The experiment results showed a consistent pattern across all major metrics. First, from an efficiency perspective, the AI-based filter recommendation system produced clear improvements compared to manual keyword filtering. Specifically, the group using RAG-based filter recommendations showed a time reduction of roughly 90–100+ seconds on average in the search setup stage (with 75.7 seconds being the statistically significant effect), and this effect was observed consistently regardless of whether participants had IT domain knowledge. This indicates that the efficiency gain is not limited to a specific user subgroup, but rather represents a universal efficiency effect that operates independent of user expertise.

This time reduction has particular significance in global and cross-border hiring. In global hiring, cognitive burden associated with role understanding, technical interpretation, and filter setup increases further due to country and language differences. The experiment results empirically demonstrate that an AI-based approach can absorb this burden at the system level without relying on individual expertise.

The second notable result was the task dropout rate. In the manual keyword filtering environment, about 14% of participants dropped out during the stage where they had to configure filters directly, whereas in the AI-based filter recommendation environment, this dropout phenomenon decreased substantially. As a result, the overall task completion rate increased by more than about 16 percentage points. This suggests that the filter setup stage itself had been acting as a structural barrier to entry for users, and that by removing this bottleneck, AI meaningfully improved task persistence.

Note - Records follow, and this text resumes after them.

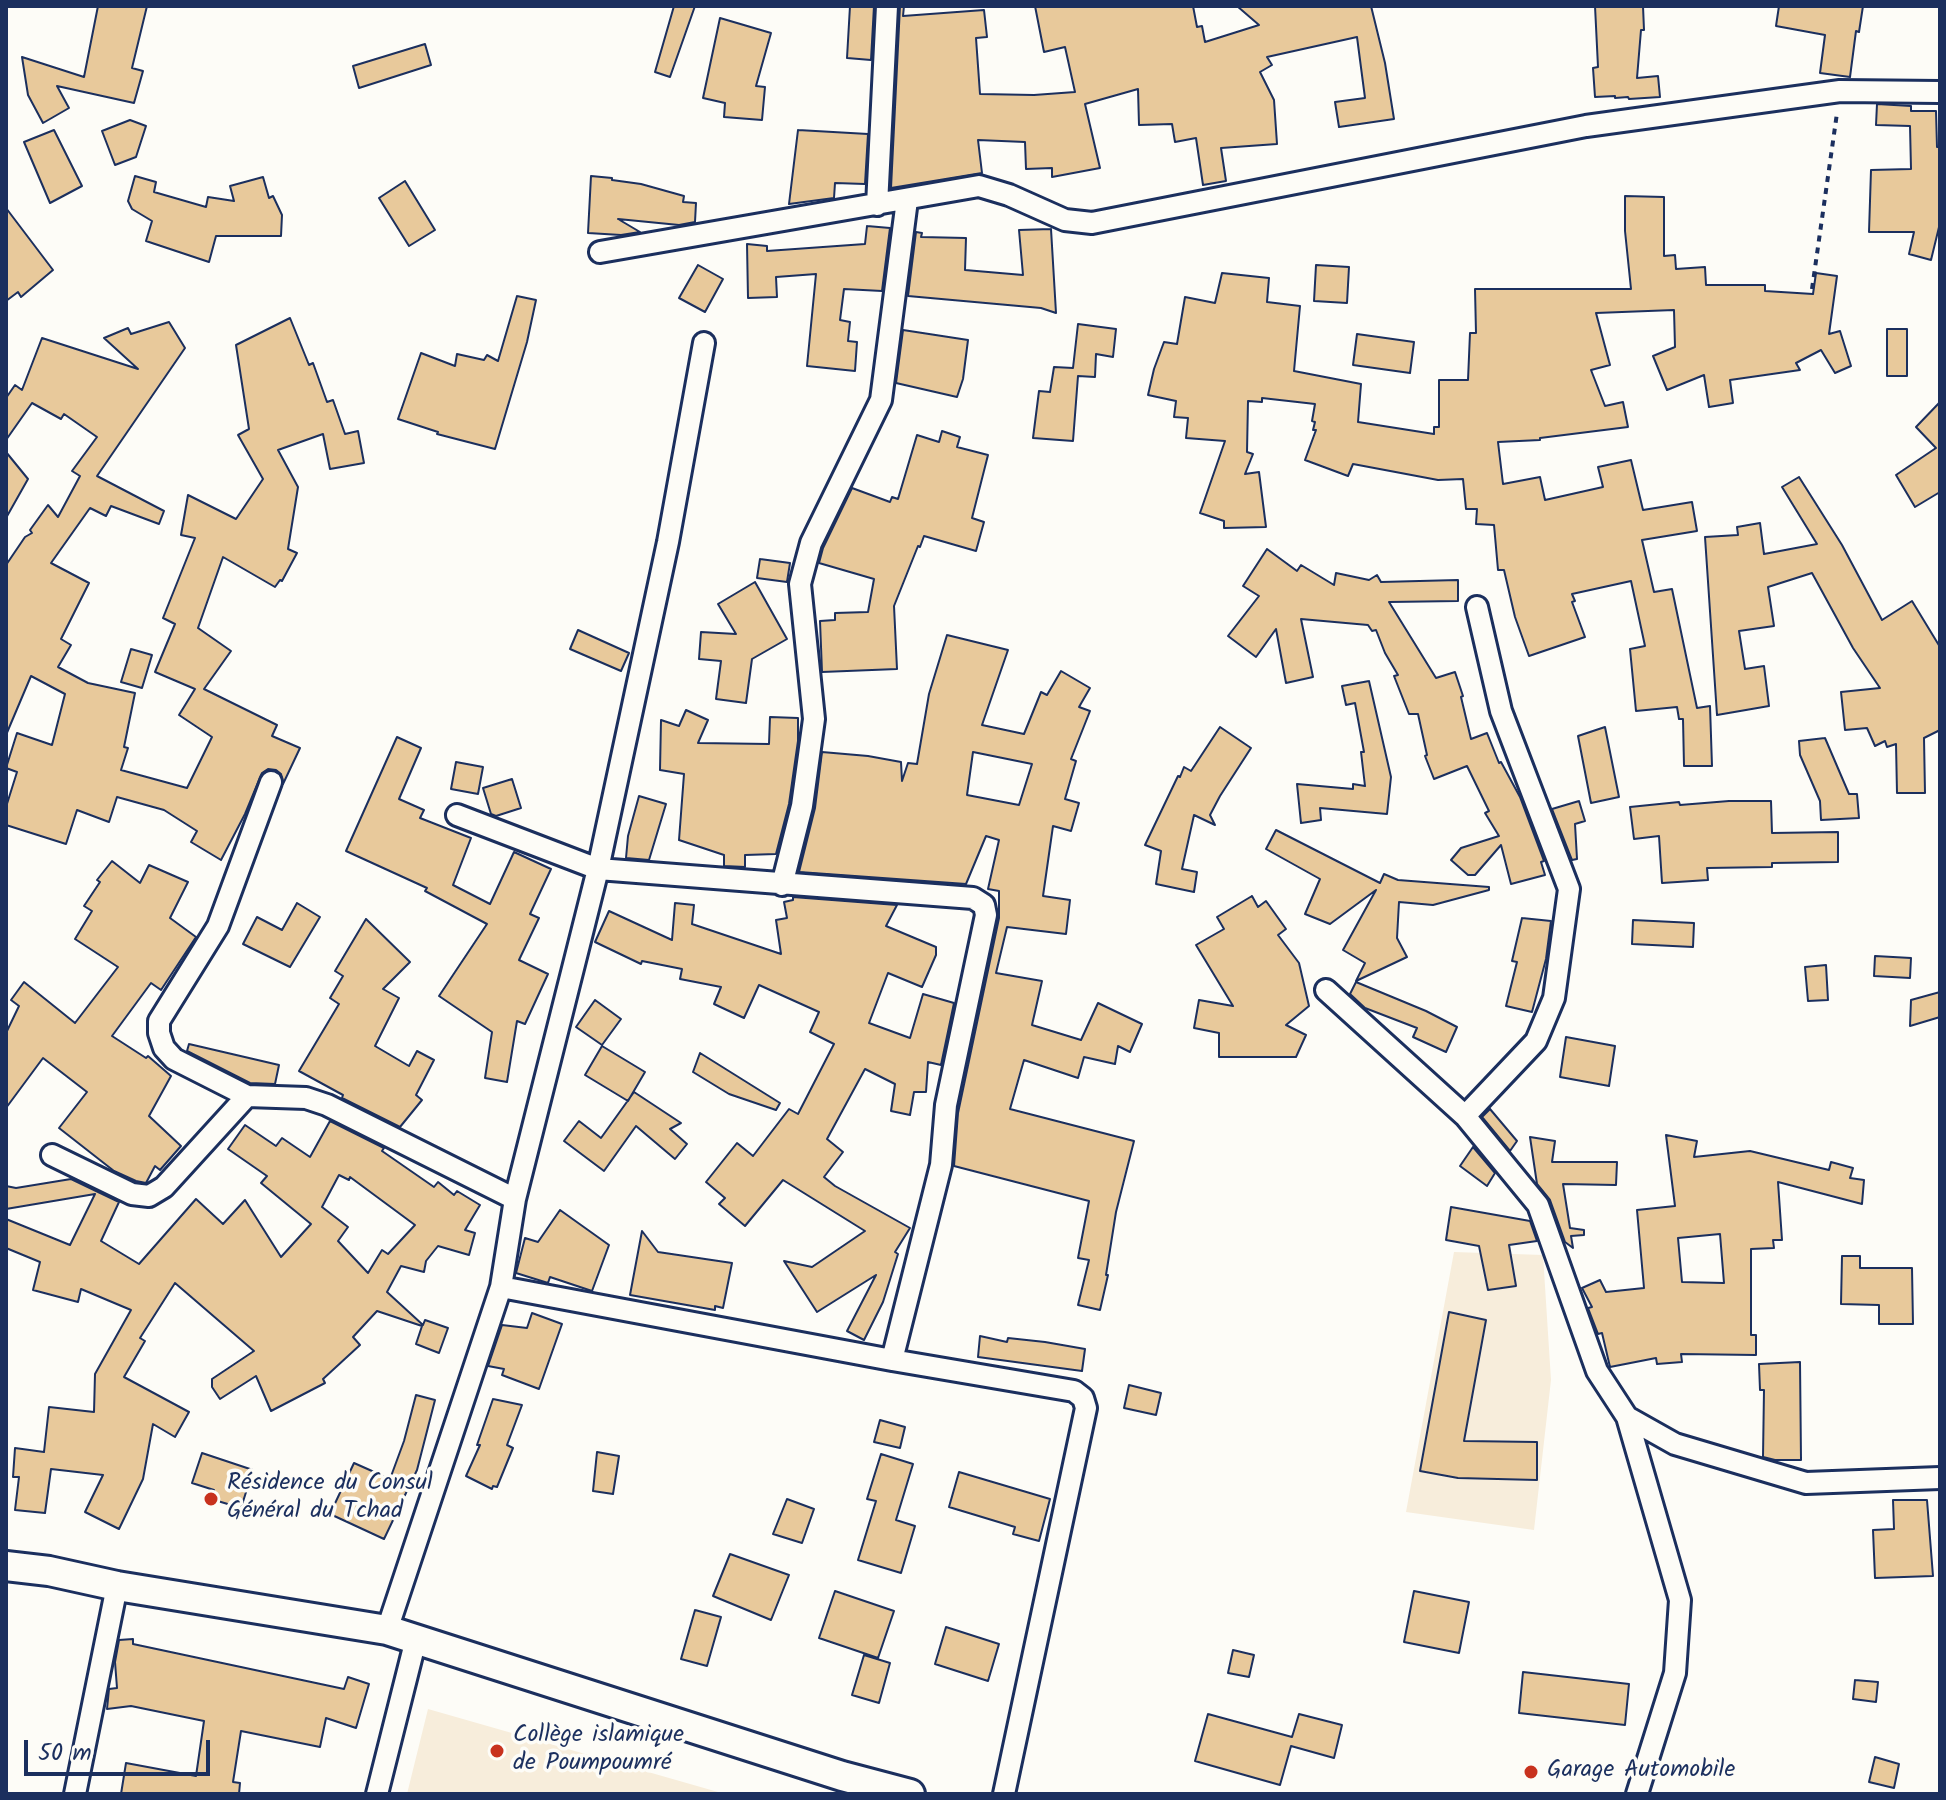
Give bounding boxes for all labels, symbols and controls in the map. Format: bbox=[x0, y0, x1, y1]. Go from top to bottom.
place label: Résidence du Consul Général du Tchad bbox=[227, 1471, 433, 1527]
marker: Résidence du Consul Général du Tchad bbox=[202, 1490, 220, 1508]
place label: Collège islamique de Poumpoumré bbox=[513, 1723, 684, 1779]
scale bar bbox=[28, 1724, 214, 1774]
text: 50 m bbox=[38, 1734, 92, 1773]
marker: Collège islamique de Poumpoumré bbox=[488, 1742, 506, 1760]
place label: Garage Automobile bbox=[1547, 1758, 1735, 1786]
marker: Garage Automobile bbox=[1522, 1763, 1540, 1781]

This result becomes even more important in global hiring. In cross-border hiring, the judgment required during filter setup becomes more complex and uncertainty increases, making early dropout more likely. The experiment suggests that AI-based filter recommendations can structurally alleviate the problem that global talent exploration “fails to even start,” by removing the initial entry barrier.

Meanwhile, in the candidate exploration stage after search setup, an interesting result emerged. Behavioral exploration metrics—such as the number of candidate detail views, page navigation counts, and time spent reviewing candidates—did not show statistically significant differences depending on AI usage. This implies that the time saved through AI was not reinvested into expanding the depth or breadth of exploration; instead, it was used to shorten the overall task time.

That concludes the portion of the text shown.